Fig. 6 - Rimu weatherboards with exit holes of L. flavomaculatum across the whole surface, including areas where heartwood is probably present. Note the lifting of paint where water has entered the holes.
Control
As far as is known, chemical control methods used against A. punctatum (see Leaflet No. 32) are likely to be just as effective against infestations of L. flavomaculatum. Prevention of anobiid damage by the consistent use of preservative-treated timber in new buildings is the most satisfactory solution.

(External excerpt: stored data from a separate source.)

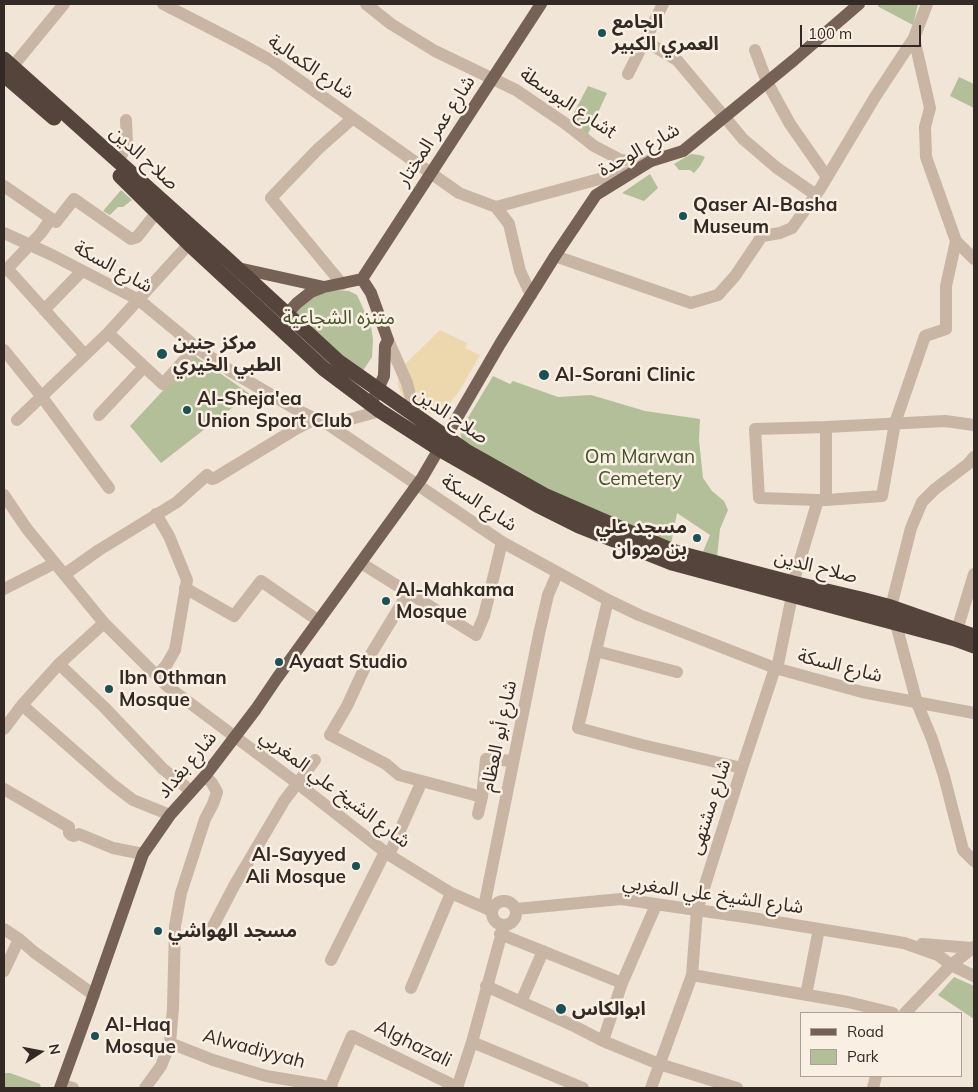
<!DOCTYPE html>
<html>
<head>
<meta charset="utf-8">
<style>
	body { margin:0 }
	#map { position:relative; width:978px; height:1092px; overflow:hidden; background:#f1e5d7; font-family:Mulish,sans-serif }
	canvas { display:block }
	.frame { position:absolute; inset:0; border:5px solid #342a25; pointer-events:none }
	.legend { position:absolute; left:800px; top:1012px; width:162px; height:65px; box-sizing:border-box; background:#f9efe3; border:1px solid #aaa097; margin:0; padding:6px 9px; list-style:none; font-size:15px; color:#342a25 }
	.legend li { display:flex; align-items:center; gap:10px; height:25px }
	.legend b { width:25px; border:1px solid #aaa097 }
	.north { position:absolute; left:15px; top:1027px; width:50px; height:50px; -webkit-text-stroke:4px #f9efe3; paint-order:stroke; rotate:79deg; font-size:14px; font-weight:700; line-height:20px; text-align:center; color:#342a25 }
	.north::after { content:''; display:block; margin:auto; width:18px; height:22px; background:#342a25; clip-path:polygon(50% 0,100% 100%,50% 72%,0 100%) }
	.scale { position:absolute; left:800px; top:25px; width:121px; height:22px; box-sizing:border-box; border:2px solid #342a25; border-top:0; padding-left:6px; font-size:15px; line-height:18px; white-space:nowrap; color:#342a25; -webkit-text-stroke:4px #f9efe3; paint-order:stroke }
</style>
</head>
<body>
<div id="map">
<canvas width="978" height="1092"></canvas>
<div class="frame"></div>
<ul class="legend">
<li><b style="height:6px;background:#766156"></b>Road</li>
<li><b style="height:14px;background:#b2bf98"></b>Park</li>
</ul>
<div class="north">N</div>
<div class="scale">100 m</div>
</div>
<script>
const ctx = document.querySelector('canvas').getContext('2d');
ctx.lineJoin = 'round';
function fill(path, color) {
  ctx.fillStyle = color;
  ctx.fill(path, 'evenodd');
}
function poly(rows) {
  const path = new Path2D();
  for (const r of rows) {
    if (r.length === 3) {
      path.moveTo(r[0] + r[2], r[1]);
      path.arc(r[0], r[1], r[2], 0, 2 * Math.PI);
      continue;
    }
    path.moveTo(r[0], r[1]);
    for (let i = 2; i < r.length; i += 2) path.lineTo(r[i], r[i + 1]);
  }
  return path;
}
function strokePath(path, color, width, dash) {
  ctx.strokeStyle = color;
  ctx.lineWidth = width;
  ctx.lineCap = dash ? 'butt' : 'round';
  ctx.setLineDash(dash || []);
  ctx.stroke(path);
}
function drawText(font, color, halo, rows, align = 'center') {
  ctx.font = font + ' Mulish,"Noto Sans Arabic",sans-serif';
  ctx.lineWidth = 5;
  ctx.setLineDash([]);
  ctx.textBaseline = 'middle';
  ctx.strokeStyle = halo;
  ctx.fillStyle = color;
  for (const [text, x, y, turn = 0] of rows) {
    ctx.save();
    ctx.translate(x, y);
    ctx.rotate((+turn || 0) * Math.PI / 180);
    ctx.textAlign = isNaN(turn) ? turn : align;
    if (halo) ctx.strokeText(text, 0, 0);
    ctx.fillText(text, 0, 0);
    ctx.restore();
  }
}
const green = poly([
	[877,4,918,4,913,25,879,7],
	[959,77,974,84,974,108,950,96],
	[588,86,607,93,588,134,570,120],
	[691,154,700,155,705,157,700,166,694,173,690,170,679,170,674,164],
	[650,174,658,188,644,201,622,193],
	[121,190,132,200,123,207,118,207,110,215,103,211],
	[336,290,349,291,357,295,371,326,373,340,372,357,362,372,293,314,296,309,315,295],
	[195,356,250,394,161,463,130,426],
	[493,376,510,384,513,381,558,397,591,395,645,411,700,419,699,440,703,478,712,491,724,501,728,510,720,529,717,557,702,554,710,535,677,513,671,544,528,484,462,441,460,431],
	[954,977,974,986,974,1019,938,995],
	[4,1073,10,1073,40,1084,41,1088,4,1088]
]);
const sand = poly([
	[440,330,467,343,465,348,480,355,460,390,441,415,435,415,418,408,404,398,398,386,398,371]
]);
const minor = poly([
	[163,4,241,44,272,61,459,193,496,207,509,224,520,271,531,295],
	[366,4,391,24,435,51,516,90,566,124,594,146,621,160,651,161],
	[927,4,914,38,930,108,925,127,926,157,956,241,974,259],
	[645,41,677,60,743,139,777,168,816,195],
	[755,50,767,82,790,124,827,177],
	[13,66,64,4],
	[628,74,663,4],
	[117,161,127,147,126,120],
	[4,186,56,222,74,199,131,239,137,237,157,212],
	[496,207,603,178,631,172],
	[4,233,52,255,139,300,196,347,232,372,301,412,329,425,502,542,608,600,639,615,775,668,862,692,974,713],
	[555,256,691,303,718,295,735,276,762,236,780,233,792,228,820,189,875,97,914,38],
	[4,269,7,269,13,275,85,355],
	[7,269,41,233,50,220],
	[342,284,271,198,318,149,353,118],
	[44,310,82,271],
	[108,333,163,384,196,347],
	[388,340,407,383,416,417],
	[4,350,42,397,109,488],
	[99,415,144,367],
	[17,420,108,333,189,244],
	[329,425,380,411],
	[4,495,27,529,104,623,167,686,297,783,389,855,451,893,492,911],
	[818,500,759,498,755,429,826,427],
	[826,500,882,496,895,423,925,336,946,329,946,286,956,241],
	[156,514,169,536,187,580,175,650,167,664,157,676],
	[361,563,476,635,484,616,502,542],
	[65,574,99,550,177,502,207,475,212,479,215,478,294,430,317,418],
	[793,583,818,500,826,500,826,427,945,421,974,425],
	[185,588,234,616,261,581,319,621],
	[4,589,55,563],
	[408,593,371,654,347,706,330,735,386,764,399,775,482,797],
	[608,600,578,728,642,745,742,768],
	[891,607,911,528,922,502,935,489,968,464,974,457],
	[896,624,917,703,932,739,944,776,963,850,974,861],
	[957,630,974,574],
	[596,651,677,672],
	[59,664,104,707,163,769,191,791],
	[22,705,112,784,133,800,170,815],
	[4,729,22,705,59,664,104,623],
	[4,789,69,827,69,833,71,835,74,836,79,834,113,848,143,854],
	[478,814,482,797,486,759,513,761],
	[389,855,422,781],
	[504,913,12],
	[484,907,539,634,548,595,557,574],
	[516,909,621,899,752,918,904,943,938,955,951,965,974,976],
	[4,929,19,939,34,952,94,995],
	[209,934,234,886,284,801,315,760],
	[500,934,622,983],
	[922,944,972,948],
	[331,960,385,852],
	[4,971,19,939],
	[692,975,848,1002,893,1013],
	[486,986,572,1025,603,1041,659,1064,737,1088],
	[411,988,451,893],
	[806,995,819,929],
	[521,1002,543,951],
	[905,1013,951,965,974,947],
	[603,1041,622,983,656,905],
	[472,1042,583,1088],
	[170,1043,213,1060,266,1076,320,1085,329,1088],
	[62,1085,73,1088],
	[145,1088,161,1066,170,1043,173,1008,175,926,181,893,205,819,213,804,217,792,212,783,205,776],
	[332,1088,330,1087,352,1036,457,1087],
	[457,1088,472,1042,504,925],
	[651,1088,692,975,697,910,741,771,775,668,778,664,792,596],
	[873,1088,876,1076]
]);
const major = poly([
	[238,268,324,287],
	[362,279,371,293,388,340,385,346,384,376,374,398],
	[287,314,297,303,311,292,324,287,362,279,541,4],
	[60,1088,88,1011,143,854,170,815,205,776,256,709,277,678,422,478,500,344,555,256,596,195,651,161,683,151,794,60,859,4]
]);
const highway = poly([
	[4,59,224,256,339,362,466,451,546,496,675,552,793,583,861,599,891,607,974,636],
	[4,75,54,118],
	[120,176,189,244,324,369,380,411,439,449,537,505,579,526,672,563,955,639,974,646]
]);
const markers = [
	[602,33,5,"#1b5155"],
	[683,216,5,"#1b5155"],
	[162,354,6,"#1b5155"],
	[544,375,6,"#1b5155"],
	[187,410,5,"#1b5155"],
	[697,538,5,"#1b5155"],
	[386,601,5,"#1b5155"],
	[279,662,5,"#1b5155"],
	[109,689,5,"#1b5155"],
	[356,866,5,"#1b5155"],
	[158,931,5,"#1b5155"],
	[561,1009,6,"#1b5155"],
	[95,1036,5,"#1b5155"]
];
const poiNames = [
	["الجامع",612,22],
	["العمري الكبير",612,44],
	["Qaser Al-Basha",693,205],
	["Museum",693,227],
	["مركز جنين",173,343],
	["الطبي الخيري",173,365],
	["Al-Sorani Clinic",555,375],
	["Al-Sheja'ea",197,399],
	["Union Sport Club",197,421],
	["مسجد علي",687,527,"right"],
	["بن مروان",687,549,"right"],
	["Al-Mahkama",396,590],
	["Mosque",396,612],
	["Ayaat Studio",289,662],
	["Ibn Othman",119,678],
	["Mosque",119,700],
	["Al-Sayyed",346,855,"right"],
	["Ali Mosque",346,877,"right"],
	["مسجد الهواشي",168,931],
	["ابوالكاس",572,1009],
	["Al-Haq",105,1025],
	["Mosque",105,1047]
];
const streetNames = [
	["شارع الكمالية",311,67,34],
	["شارع البوسطةt",568,103,34],
	["شارع عمر المختار",436,131,-57],
	["شارع الوحدة",639,150,-29],
	["صلاح الدين",144,158,42],
	["شارع السكة",113,267,29],
	["صلاح الدين",451,416,34],
	["شارع السكة",479,503,34],
	["صلاح الدين",816,567,14],
	["شارع السكة",840,666,14],
	["شارع أبو العظام",499,736,-78],
	["شارع بغداد",187,765,-50],
	["شارع الشيخ علي المغربي",335,789,37],
	["شارع مشتهى",710,807,-72],
	["شارع الشيخ علي المغربي",713,895,8],
	["Alghazali",413,1044,26],
	["Alwadiyyah",254,1049,15]
];
const parkNames = [
	["متنزه الشجاعية",339,318],
	["Om Marwan",640,457],
	["Cemetery",640,479]
];
fill(green, '#b2bf98');
fill(sand, '#edd8ad');
strokePath(minor, '#c8b5a4', 12);
strokePath(major, '#766156', 12);
strokePath(highway, '#55443c', 15);
for (const [x, y, r, color] of markers) {
  const dot = new Path2D();
  dot.arc(x, y, r, 0, 2 * Math.PI);
  ctx.fillStyle = color;
  ctx.fill(dot);
  strokePath(dot, '#f9efe3', 2);
}
drawText('bold 19px', '#342a25', '#f9efe3', poiNames, 'left');
drawText('19px', '#342a25', '#f9efe3', streetNames);
drawText('19px', '#435229', '#f9efe3', parkNames);
</script>
</body>
</html>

A braconid wasp (a species of Doryctes) parasitises L. flavomaculatum, and the predatory beetle Chaetosomodes balli (Broun) (Chaetosomatidae) has been reared from infested samples. The small pteromalid wasp Theocolax formiciformis (Westwood), a parasite of A. punctatum, has not yet been found parasitising L. flavomaculatum though it has sometimes been found in the workings of A. punctatum in the immediate vicinity. Since L. flavomaculatum is of economic significance only when it damages building timbers, biological control agents are of no practical value.
Bibliography
Milligan, R.H. 1975: Wood-borers (1). New Zealands Nature Heritage 4 (58): 1615.
Milligan, R.H. 1978: Leanobium flavomaculatum Espanol, (Coleoptera: Anobiidae), a native house borer. New Zealand Forest Service, Forest and Timber Insects in New Zealand No. 36.
Spiller, D. 1950: The biology and control of beetles attacking seasoned timber. Tuatara 3: 12-19.